In the material below, find all lines with the string "image" and copy them.
----
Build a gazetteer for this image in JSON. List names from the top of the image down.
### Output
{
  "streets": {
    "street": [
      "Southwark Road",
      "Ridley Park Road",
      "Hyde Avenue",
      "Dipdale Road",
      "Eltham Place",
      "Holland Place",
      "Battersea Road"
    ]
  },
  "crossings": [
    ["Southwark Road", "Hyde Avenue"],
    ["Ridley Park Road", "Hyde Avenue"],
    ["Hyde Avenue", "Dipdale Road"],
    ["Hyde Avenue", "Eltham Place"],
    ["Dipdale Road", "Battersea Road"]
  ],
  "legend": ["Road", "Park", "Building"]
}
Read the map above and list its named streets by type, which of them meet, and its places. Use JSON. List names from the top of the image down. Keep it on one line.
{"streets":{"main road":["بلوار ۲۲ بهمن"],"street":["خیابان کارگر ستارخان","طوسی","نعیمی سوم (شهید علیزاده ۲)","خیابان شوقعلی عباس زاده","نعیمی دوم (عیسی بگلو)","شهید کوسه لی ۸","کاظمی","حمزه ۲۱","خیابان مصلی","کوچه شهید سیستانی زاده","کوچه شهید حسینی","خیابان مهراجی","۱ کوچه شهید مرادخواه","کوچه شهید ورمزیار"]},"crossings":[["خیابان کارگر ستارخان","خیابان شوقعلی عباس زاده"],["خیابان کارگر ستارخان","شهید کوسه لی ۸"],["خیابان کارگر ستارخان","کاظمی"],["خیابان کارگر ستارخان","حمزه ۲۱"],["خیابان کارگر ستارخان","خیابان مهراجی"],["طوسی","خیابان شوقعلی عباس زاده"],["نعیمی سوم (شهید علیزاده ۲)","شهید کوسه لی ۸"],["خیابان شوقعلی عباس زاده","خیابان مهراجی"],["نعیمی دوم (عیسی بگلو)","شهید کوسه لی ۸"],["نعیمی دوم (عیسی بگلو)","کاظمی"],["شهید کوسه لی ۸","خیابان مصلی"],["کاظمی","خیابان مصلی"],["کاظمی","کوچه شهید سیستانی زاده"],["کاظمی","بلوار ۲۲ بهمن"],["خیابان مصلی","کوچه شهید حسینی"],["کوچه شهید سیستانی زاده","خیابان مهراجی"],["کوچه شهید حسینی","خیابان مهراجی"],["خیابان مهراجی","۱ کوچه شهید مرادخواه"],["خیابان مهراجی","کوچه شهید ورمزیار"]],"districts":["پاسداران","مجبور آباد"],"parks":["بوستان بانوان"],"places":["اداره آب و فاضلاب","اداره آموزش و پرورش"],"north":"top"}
----
* **Exercise output**:
Build a gazetteer for this image in JSON. List names from the top of the image down.
Read the map above and list its named streets by type, which of them meet, and its places. Use JSON. List names from the top of the image down. Keep it on one line.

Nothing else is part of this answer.